Kein Weg zu weit für die Menschlichkeit. Der Lions Club St. Pölten zeichnete heuer den rekordverdächtigen „Essen auf Rädern“-Fahrer Franz Hammerling aus.

Von Corinna Bergmann. Erstellt am 15. Oktober 2020 (03:43)
Franz Hammerling (Mitte) bekam von Lions-Club-Präsident Andreas Döller (links) und Bürgermeister Matthias Stadler (rechts) den diesjährigen Anton-Kalcher-Preis überreicht.
Josef Vorlaufer

Einen Rekord hält der ehemalige ÖBB-Bedienstete Franz Hammerling mit seinem Engagement: Seit seiner Pensionierung 1999 hat er als ehrenamtlicher Fahrer bei „Essen auf Rädern“ schon rund 4.700 Einsätze absolviert. 141.000 Kilometer legte er dabei in etwa zurück – eine Strecke so lange wie dreieinhalb Erdumrundungen.

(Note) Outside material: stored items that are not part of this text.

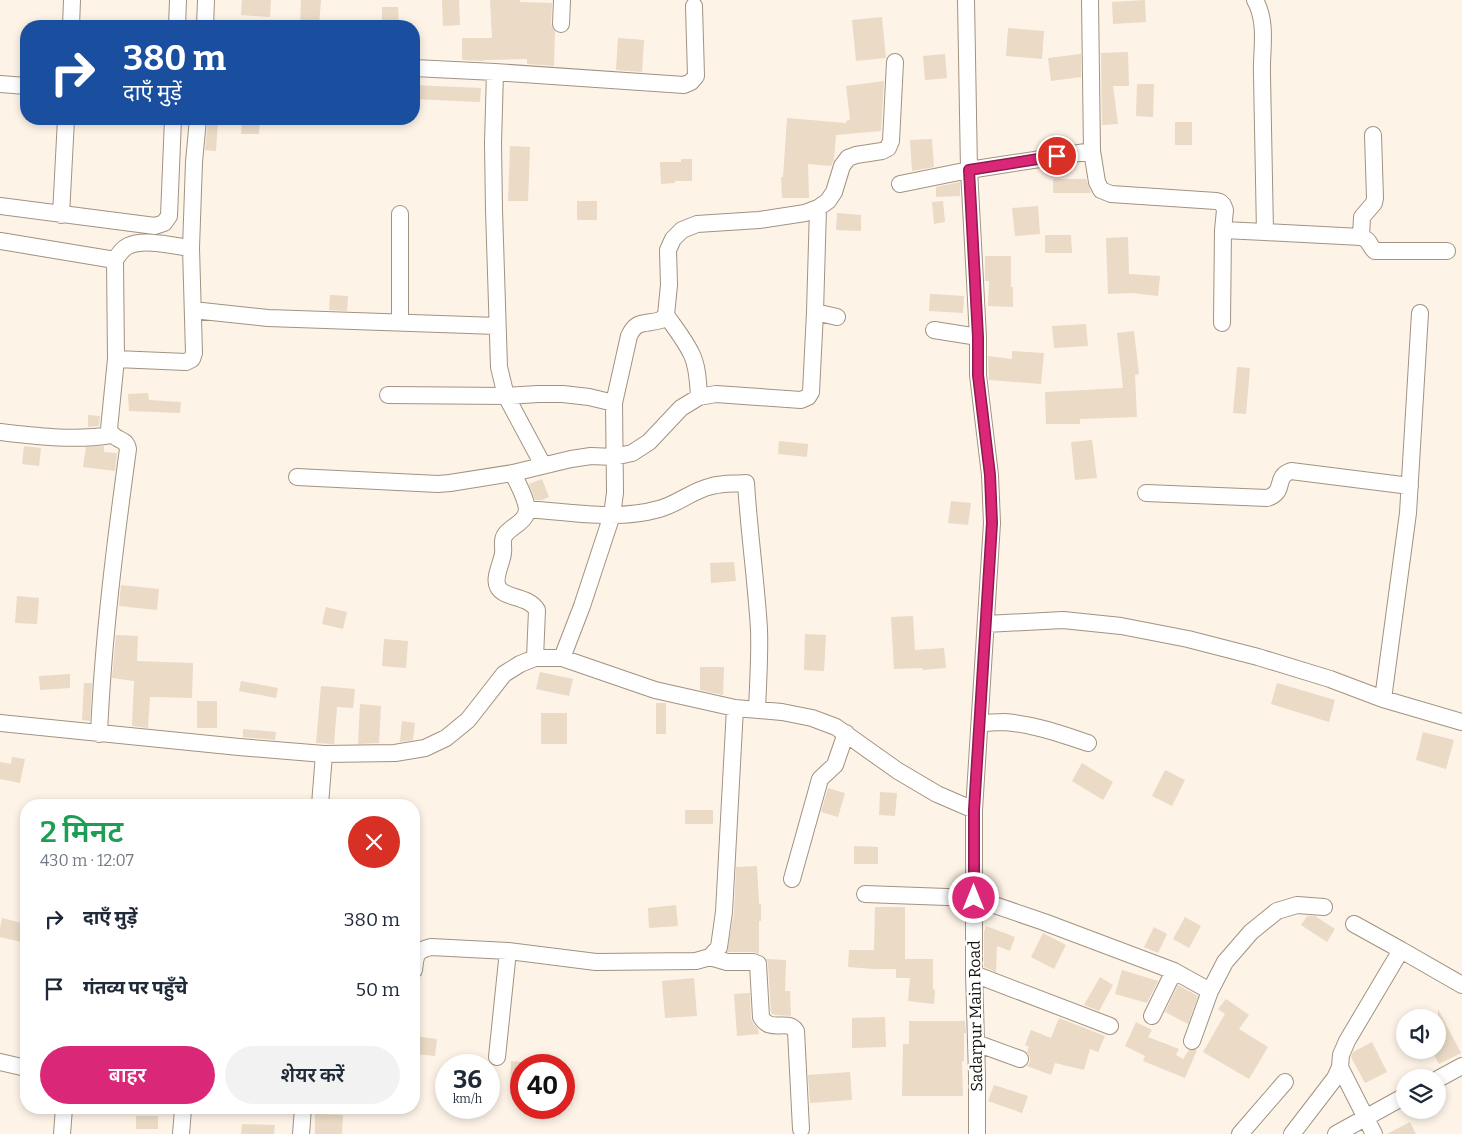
<!DOCTYPE html>
<html lang="hi">
<head>
<meta charset="utf-8">
<style>
	:root { --surface:#fff; --page:#f2f2f3; --text:#1f2937; --muted:#747a83; --accent:#db2777 }
	body { margin:0; font-family:Bitter,"Noto Sans Devanagari",serif; background:var(--page); color:var(--text); height:100vh; display:flex; flex-direction:column; font-size:19px; white-space:nowrap }
	* { box-sizing:border-box; margin:0 }
	p { font-size:16px; color:var(--muted) }
	.icon { flex:none; width:28px; height:28px; fill:none; stroke:currentColor; stroke-width:2; stroke-linecap:round; stroke-linejoin:round }
	.map { position:relative; flex:1; overflow:hidden }
	.panel { position:absolute; left:20px; top:799px; width:400px; height:315px; display:flex; flex-direction:column; background:var(--surface); border-radius:20px; box-shadow:0 2px 8px #0003 }
	.panel>* { flex:none }
	.banner { position:absolute; left:20px; top:20px; width:400px; height:105px; border-radius:20px; box-shadow:0 2px 8px #0003; background:#1a4fa0; color:#fff; overflow:hidden }
	.fabs { position:absolute; left:1396px; top:1009px; display:grid; gap:10px }
	.fabs a { display:grid; place-items:center; width:50px; height:50px; border-radius:50%; background:var(--surface); box-shadow:0 2px 8px #0003; font-size:25px }
	.speed { position:absolute; left:435px; top:1054px; display:flex; gap:10px; font-size:25px; font-weight:700; text-align:center }
	.speed>* { display:grid; place-content:center; width:65px; height:65px; border-radius:50%; background:var(--surface); box-shadow:0 2px 8px #0003; line-height:1 }
	.speed small { font-size:12px; font-weight:400 }
	.speed .limit { border:8px solid #d22; background:#fff; color:#111 }
	.pin { position:absolute; display:grid; place-items:center; width:42px; height:42px; color:#fff; margin:-21px; border:2px solid #fff; border-radius:50%; box-shadow:0 1px 5px #0007 }
	.me { position:absolute; width:55px; margin:-28px; rotate:0deg; stroke-linejoin:round; filter:drop-shadow(0 0 4px #0008) }
	.turn { display:flex; align-items:center; gap:18px; height:105px; padding:0 20px; font-size:22px }
	.turn .icon { width:65px; height:65px; stroke-width:2.5 }
	.turn b { display:block; font-size:35px; line-height:42px }
	.round { display:grid; place-items:center; flex:none; width:52px; height:52px; border-radius:26px; background:var(--page) }
	.head { display:flex; align-items:center; justify-content:space-between; height:85px; padding:0 20px }
	h1 { font-size:30px; font-weight:600; line-height:38px; color:#1e9e55 }
	.button { display:flex; gap:10px; margin-top:auto; padding:10px 20px }
	.button a { flex:1; height:58px; border-radius:30px; background:var(--accent); color:#fff; font-size:20px; font-weight:600; line-height:58px; text-align:center }
	.button a+a { background:var(--page); color:var(--text) }
	ul { padding:0; list-style:none }
	li { display:flex; align-items:center; gap:15px; height:70px; padding:0 20px }
	li div { flex:1 }
	li b { display:block; font-size:19px }
	li em { font-style:normal }
	.map>svg:first-child { display:block }
	.building { fill:#eadac6 }
	.lines { fill:none; stroke-linecap:round; stroke-linejoin:round }
	.minor-casing { stroke:#a29381; stroke-width:18 }
	.minor { stroke:#fff; stroke-width:16 }
	.route-casing { stroke:#8e194d; stroke-width:12 }
	.route { stroke:#db2777; stroke-width:9 }
	.labels { text-anchor:middle; stroke-width:4.5; stroke-linejoin:round; paint-order:stroke }
	.street-label { font-size:16px; fill:#16110a; stroke:#fff }
</style>
</head>
<body>
<div class="map">
<svg width="1462" height="1134" viewBox="0 0 1462 1134">
	<rect width="100%" height="100%" fill="#fdf3e7"/>
	<path class="building" d="M242,0H271L270,17L241,15Z
		M301,0H321L319,26H300Z
		M442,0H459L460,25L443,26Z
		M490,0H520V2L552,3L551,24L555,31L554,66L527,64V59L484,60V61L462,60V38H492Z
		M1145,0L1146,22L1113,24L1112,2Z
		M382,7H398L399,26H382Z
		M882,17L886,58L856,61L852,20Z
		M1008,28L1044,31L1042,59L1006,56Z
		M618,38L644,40L642,72L616,70Z
		M1128,52L1129,86H1113L1118,124L1102,125L1101,53Z
		M945,54L947,78L925,80L923,56Z
		M1081,54V77L1051,81L1048,58Z
		M884,81L881,131L836,135L834,160L831,166L808,164L809,198H782L781,177H783L787,118L846,123V121L850,120L846,86Z
		M1137,84H1154L1153,117L1136,116Z
		M414,85L481,88L480,102L414,99Z
		M208,119L218,120L216,151L205,150Z
		M242,119H260L259,134H241Z
		M1175,122H1192V145H1175Z
		M932,139L934,167L912,171L910,140Z
		M510,146L530,147L528,201H508Z
		M681,159H692V181H675V183L661,184L660,162H681Z
		M1053,179H1086L1091,193H1053Z
		M960,182V196L936,197V187Z
		M577,201H597V220H577Z
		M943,201L945,222L934,224L932,202Z
		M1038,206L1040,234L1015,236L1012,208Z
		M837,213L861,215V231L836,230Z
		M1045,235H1071L1072,253H1045Z
		M1128,237L1129,274L1160,276L1158,296L1132,293L1108,294L1106,238Z
		M985,256H1011V287H1013V307L988,306L989,281H985Z
		M930,294L964,296L963,313L929,311Z
		M330,295L348,296L347,311L329,310Z
		M1086,324L1088,346L1054,348L1052,326Z
		M1134,331L1139,374L1135,375L1137,417L1080,419V424H1046L1045,392L1123,388L1117,333Z
		M1012,351L1044,353L1041,384L989,380L988,356L1012,359Z
		M1237,367L1250,368L1246,414L1233,413Z
		M148,393L149,400L181,402L180,413L129,411L128,394Z
		M88,415L100,416L99,426L88,427Z
		M1092,440L1097,478L1075,480L1071,442Z
		M779,441L808,444L807,457L778,454Z
		M24,446L41,448L39,466L22,464Z
		M104,446V452L117,453L115,471L83,467L86,447Z
		M542,479L549,497L542,500H535L529,484Z
		M951,501L971,503L968,525L948,523Z
		M734,562L736,581L711,583L710,563Z
		M121,585L159,589L157,610L119,606Z
		M17,596L39,598L37,624L15,623Z
		M326,607L347,612L343,629L322,624Z
		M913,616L915,650L944,648L946,668L923,670L922,668L894,669L891,617Z
		M805,634L826,635L824,671L804,670Z
		M116,635L138,636L137,661L193,663L192,698L150,697L148,728L132,726L134,681L112,678Z
		M384,639L408,641L406,668L382,666Z
		M700,667H724L723,695L700,690Z
		M540,672L573,679L569,696L536,689Z
		M70,674V688L40,690L39,676Z
		M241,681L278,688L276,698L239,691Z
		M84,683H92L90,721L82,720Z
		M1277,683L1335,700L1329,722L1271,704Z
		M321,686L355,689L353,708L337,707L334,744L316,743Z
		M197,701H217V728H197Z
		M656,703H666V734H656Z
		M360,704L381,706L379,743L358,744Z
		M541,713H567V744H541Z
		M402,721L415,723L413,740L400,742Z
		M243,729L276,732L275,740L243,737Z
		M1423,732L1454,740L1446,769L1416,760Z
		M12,757L25,759L20,783L0,779V762L11,764Z
		M1082,763L1113,782L1103,800L1072,781Z
		M1165,770L1185,780L1172,806L1152,796Z
		M828,788L845,793L838,817L821,812Z
		M880,792L897,793L895,816L879,815Z
		M685,810H713V824H685Z
		M854,846L878,847V864H854Z
		M757,866L759,904H761V921H759V954L753,952H727L734,913L736,867Z
		M676,905L678,926L649,928L648,908Z
		M875,907H905V959H933V989L935,990L934,1004L908,1001L910,978H896V969H874L848,967L849,950H874Z
		M1307,916H1315L1335,929L1327,942L1301,925Z
		M1185,917L1201,926L1189,948L1173,939Z
		M2,918L26,924V943L0,937V928Z
		M986,926L1015,937L1010,951L997,946L996,972L984,967V932Z
		M1154,927L1167,934L1158,953L1144,947Z
		M1043,933L1066,945L1054,969L1031,957Z
		M766,959L786,960L785,991H790L791,1016L775,1015L771,1013L768,963Z
		M1122,970L1158,981L1147,1003L1115,994Z
		M1100,977L1113,985L1099,1011L1084,1005Z
		M694,978L697,1016L665,1018L662,981Z
		M1178,985L1198,996L1188,1024L1165,1012Z
		M750,993L751,1018L753,1023L758,1029L759,1034L737,1036L734,994Z
		M1226,999L1249,1015L1239,1029L1268,1047L1249,1079L1203,1052L1225,1014L1218,1009Z
		M1438,1009L1461,1053L1439,1064L1431,1050H1438Z
		M885,1017L886,1047L852,1048V1018Z
		M1059,1018L1105,1036L1098,1052L1090,1049L1084,1070L1055,1063L1051,1075L1027,1066L1030,1062V1058L1027,1052L1029,1047L1025,1045L1031,1030L1051,1038Z
		M909,1021H965L966,1033H964V1061H962L963,1096H902L903,1044H909Z
		M1136,1022L1152,1030L1148,1037L1179,1049L1176,1055L1183,1059L1189,1050H1197L1185,1078L1143,1061L1145,1056L1125,1046Z
		M414,1036L437,1039L435,1056L414,1054Z
		M1372,1042L1387,1072L1365,1083L1351,1057L1353,1052Z
		M511,1061L521,1062V1094H510Z
		M850,1072L852,1100L810,1103L808,1075Z
		M994,1085L1028,1096L1022,1113L988,1101Z
		M315,1114L343,1115L342,1134H315Z
		M136,1116H158V1129H136Z
		M1410,1122L1416,1134H1387Z
		M242,1124L275,1125L274,1134H241Z"/>
	<g class="lines">
		<g class="minor-casing">
			<path id="minor" d="M966,0L969,170L978,337V375L990,475L992,523L974,810V974L977,1075V1134
				M1090,0L1092,151L1097,182L1101,190L1111,194L1216,201L1220,202L1223,205L1225,210L1223,230L1222,323
				M1255,0C1268,24 1261,49 1262,75C1263,127 1264,179 1265,232L1361,237C1370,239 1369,246 1375,251H1447
				M561,24L562,0
				M71,26L72,0
				M177,26L178,0
				M205,26L206,0
				M414,68L495,72L684,85L691,82L696,76L694,6
				M495,72L493,143L494,210L499,367L506,396L543,465
				M0,84L26,86
				M900,184L969,170L1092,151
				M0,206L155,226L164,223L169,216L173,119
				M818,208L815,312L837,317
				M400,214V323
				M61,215L66,119
				M1223,230L1265,232
				M1361,237L1362,217L1374,203L1375,198L1373,135
				M0,241L115,260C119,254 122,249 128,246C144,238 174,246 191,248L194,162L198,119
				M193,310L268,318L497,326
				M666,315C675,328 685,340 692,355C698,368 698,383 699,397
				M934,330L978,337
				M116,359L186,362L192,359L194,353L191,248
				M388,395L506,396L538,394H563L589,397L614,403
				M0,432C36,436 75,441 111,435
				M513,473C517,483 526,497 527,509C527,522 511,526 505,535C501,540 504,547 503,553C502,563 493,578 498,587C504,599 528,595 537,610L535,658
				M297,477L438,484L450,483L513,473L571,459L591,456L614,457L632,453L649,442L681,408L699,397L716,394L801,400L808,397L811,392L815,312
				M1146,493L1267,498C1287,492 1273,477 1291,471L1410,486
				M527,509C570,512 617,521 659,509C678,504 693,490 712,486C723,483 735,484 746,483C749,532 756,580 759,629C760,656 758,683 757,710
				M986,624L1063,620L1121,626L1188,639L1258,657L1330,679L1383,699L1462,722
				M562,658L582,606L612,515L615,493L614,403L629,336C637,319 645,325 661,320L666,315L669,285L668,250L673,239L682,230L697,224L759,220L805,213L818,208L828,201L834,192L842,166L848,158L856,155L882,151L888,148L891,141L895,62
				M1383,699L1408,513L1420,313
				M0,723L239,747L324,754L395,753L425,748L446,738L468,720L504,674L520,664L535,658H562L655,690L735,708L782,712L812,718L836,727L898,771L937,794L974,810
				M980,723C988,723 996,722 1004,722C1033,724 1061,734 1088,743
				M99,734C103,639 115,544 128,449C126,437 114,442 109,429L116,359L115,260
				M320,805L324,754
				M792,879L820,779L835,765L846,733
				M865,894L974,898L1044,922L1174,971L1210,991L1192,1041
				M1354,924L1401,950
				M710,957L727,962H753L758,964L761,1017C771,1034 787,1018 796,1031L801,1129
				M414,970C416,955 415,951 431,947L508,951L596,962L696,961L710,957L719,947L724,912L735,708
				M974,974L1110,1026
				M1210,991L1225,962L1251,932L1277,911L1297,905L1324,907
				M1152,1016L1174,971
				M976,1043L1020,1059
				M497,1057L508,951
				M0,1062L26,1068
				M1438,1079L1462,1066
				M62,1134L64,1108
				M181,1134L183,1109
				M301,1134L303,1108
				M1240,1134L1285,1082
				M1292,1134L1335,1078L1340,1067
				M1336,1134L1405,1096
				M1374,1134L1340,1067L1341,1055L1347,1041L1401,950L1462,985"/>
		</g>
		<use href="#minor" class="minor"/>
	</g>
	<g class="lines">
		<g class="route-casing">
			<path id="route" d="M974,898V810L992,523L990,475L978,375V337L969,170L1057,156"/>
		</g>
		<use href="#route" class="route"/>
	</g>
	<g class="labels">
		<g class="street-label">
			<text transform="translate(975 1016) rotate(-91)" y="6">Sadarpur Main Road</text>
		</g>
	</g>
</svg>
<div class="fabs">
<a><svg class="icon" aria-label="sound" viewBox="0 0 24 24"><path d="M4 9h4l5-4v14l-5-4H4zM17 9q2 3 0 6"/></svg></a>
<a><svg class="icon" aria-label="layers" viewBox="0 0 24 24"><path d="M12 4l9 5-9 5-9-5zM3 14l9 5 9-5"/></svg></a>
</div>
<div class="speed"><div>36<small>km/h</small></div><div class="limit">40</div></div>
<div class="pin" style="left:1057px;top:156px;background:#d93025"><svg class="icon" aria-label="arrive" viewBox="0 0 24 24"><path d="M6 21V4h12l-3 4 3 4H6"/></svg></div>
<svg class="me" style="left:974px;top:898px" viewBox="-20 -20 40 40"><circle r="17" fill="#db2777" stroke="#fff" stroke-width="3"/><path d="M0-11L8 9 0 5-8 9z" fill="#fff"/></svg>
<div class="banner">
<div class="turn"><svg class="icon" aria-label="right" viewBox="0 0 24 24"><path d="M7 20v-9h11M14 6l5 5-5 5"/></svg><div><b>380 m</b>दाएँ मुड़ें</div></div>
</div>
<section class="panel">
<div class="head"><div><h1>2 मिनट</h1><p>430 m · 12:07</p></div><a class="round" style="background:#d93025;color:#fff"><svg class="icon" aria-label="close" viewBox="0 0 24 24"><path d="M6 6l12 12M18 6L6 18"/></svg></a></div>
<ul>
<li><svg class="icon" aria-label="right" viewBox="0 0 24 24"><path d="M7 20v-9h11M14 6l5 5-5 5"/></svg><div><b>दाएँ मुड़ें</b></div><em>380 m</em></li>
<li><svg class="icon" aria-label="arrive" viewBox="0 0 24 24"><path d="M6 21V4h12l-3 4 3 4H6"/></svg><div><b>गंतव्य पर पहुँचे</b></div><em>50 m</em></li>
</ul>
<div class="button"><a>बाहर</a><a>शेयर करें</a></div>
</section>
</div>
</body>
</html>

Kein Wunder also, dass Franz Hammerling der 35. Träger des Anton-Kalcher-Preises ist, den der Lions Club St. Pölten an verdiente Persönlichkeiten für praktizierte Menschlichkeit, besondere Verdienste und soziale Leistungen im Interesse des Gemeinwohles vergibt. „Menschen wie Franz Hammerling sind ein Vorbild für uns alle. Sie leben uns vor, dass nicht Egoismus unsere Gesellschaft weiterbringt, sondern Gemeinsinn und Verantwortungsgefühl“, meinte Bürgermeister Matthias Stadler in seiner Lobrede über den Preisträger. In jedem Verein, in jeder ehrenamtlichen Organisation seien es Menschen wie der diesjährige Gewinner, die diese Angebote am Leben erhalten, betonte Stadler, der den Preis gemeinsam mit Lions-Club-Präsident Andreas Döller im Rathaus überreichte.

„Nach meiner Pensionierung habe ich nach einem neuen und vor allem ehrenamtlichen Betätigungsfeld gesucht.“ Preisträger Franz Hammerling

Bürgermeister Stadler würdigte gleichzeitig den karitativen Einsatz des Lions Club, der den Anton-Kalcher-Preis vor über 30 Jahren ins Leben rief.

Für den frischgebackenen Preisträger war soziales Engagement schon immer wichtig. „Nach meiner Pensionierung damals habe ich nach einem neuen und vor allem ehrenamtlichen Betätigungsfeld gesucht“, sagt Franz Hammerling. Zwar sei er als Fahrer bei „Essen auf Rädern“ nicht sehr oft mit den zu betreuenden Menschen zusammengekommen, aber ein paar Kontakte habe es schon gegeben. Als Fahrer hat Hammerling seine fixen Termine, er springt aber auch ab und zu für andere ein.